[Start of section]
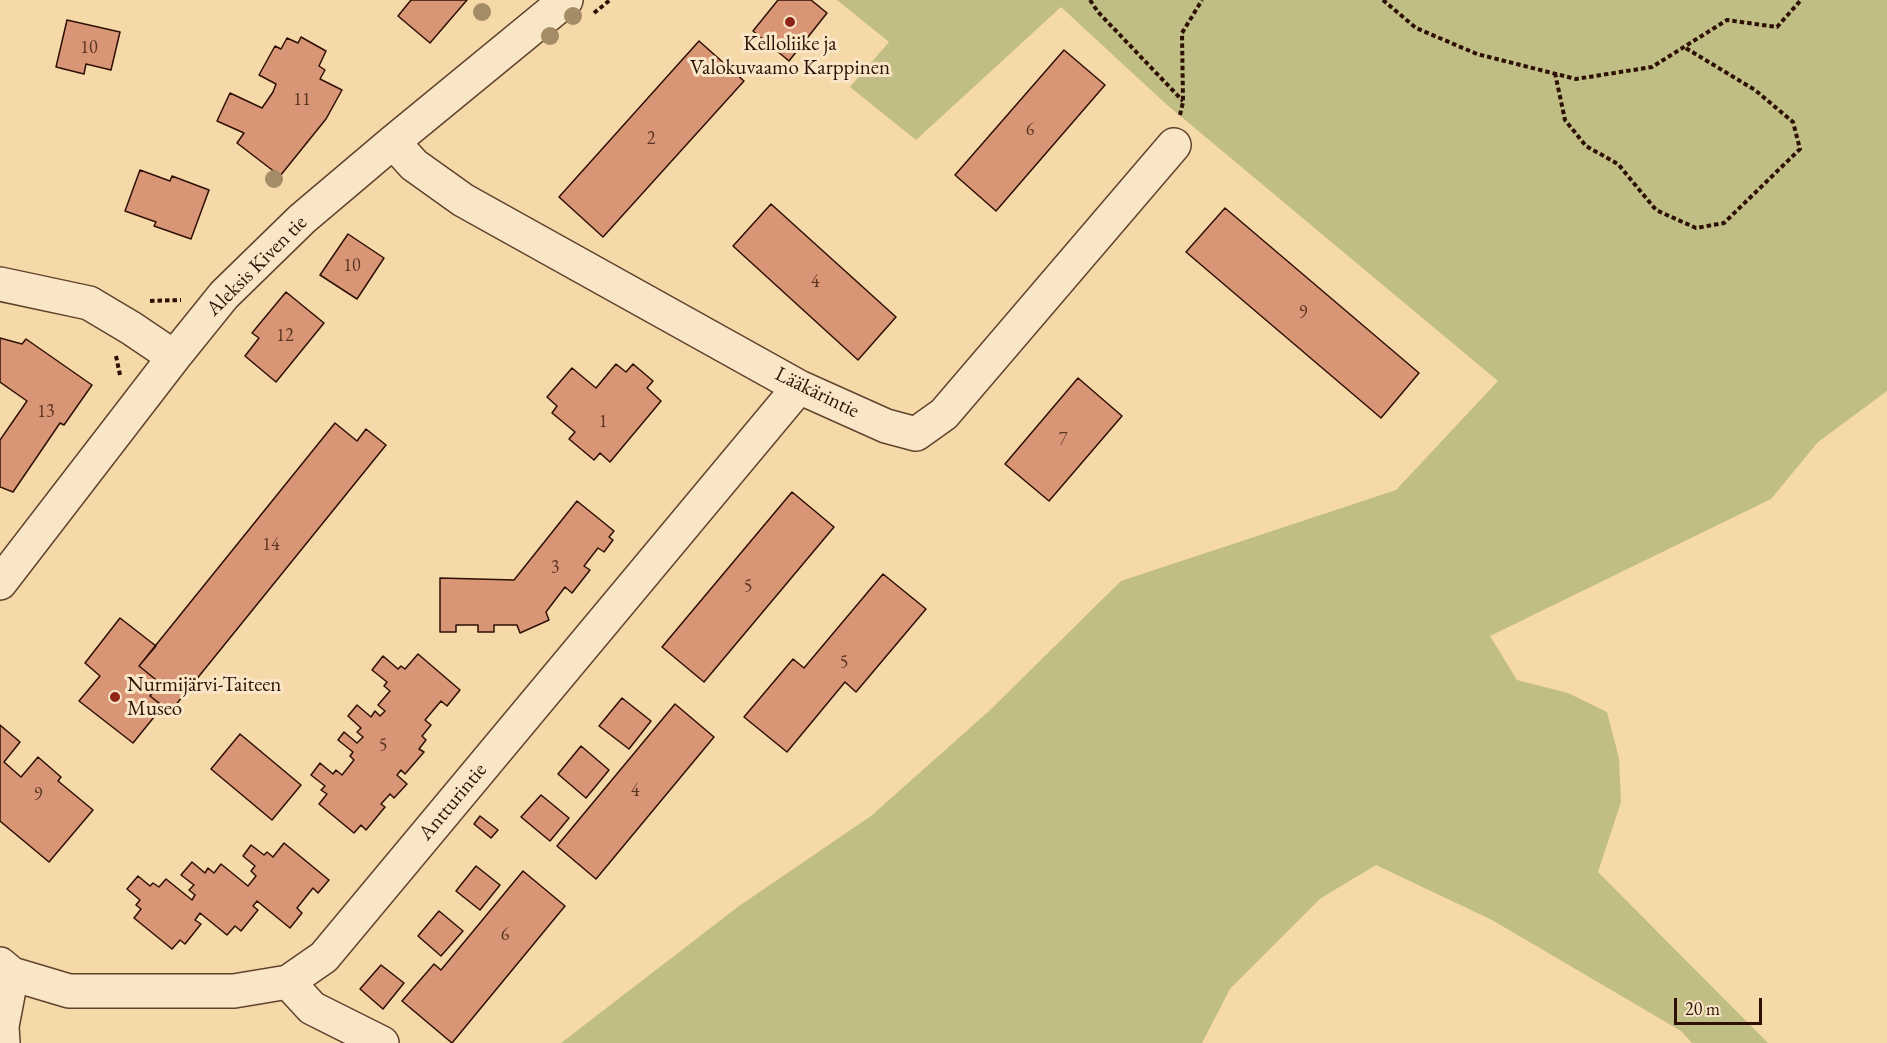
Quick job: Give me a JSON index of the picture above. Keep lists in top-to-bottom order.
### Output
{
  "streets": {
    "street": ["Aleksis Kiven tie", "Lääkärintie", "Antturintie"]
  },
  "crossings": [
    ["Aleksis Kiven tie", "Lääkärintie"],
    ["Lääkärintie", "Antturintie"]
  ],
  "places": ["Kelloliike ja Valokuvaamo Karppinen", "Nurmijärvi-Taiteen Museo"],
  "house_numbers": [
    "10",
    "11",
    "6",
    "2",
    "10",
    "4",
    "9",
    "12",
    "13",
    "1",
    "7",
    "14",
    "3",
    "5",
    "5",
    "5",
    "4",
    "9",
    "6"
  ],
  "scale_bar": "20 m"
}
[End of section]
- _Assignment_
Reproduce each line above precisely, with no pictures.

- _Result_
Quick job: Give me a JSON index of the picture above. Keep lists in top-to-bottom order.
### Output
{
  "streets": {
    "street": ["Aleksis Kiven tie", "Lääkärintie", "Antturintie"]
  },
  "crossings": [
    ["Aleksis Kiven tie", "Lääkärintie"],
    ["Lääkärintie", "Antturintie"]
  ],
  "places": ["Kelloliike ja Valokuvaamo Karppinen", "Nurmijärvi-Taiteen Museo"],
  "house_numbers": [
    "10",
    "11",
    "6",
    "2",
    "10",
    "4",
    "9",
    "12",
    "13",
    "1",
    "7",
    "14",
    "3",
    "5",
    "5",
    "5",
    "4",
    "9",
    "6"
  ],
  "scale_bar": "20 m"
}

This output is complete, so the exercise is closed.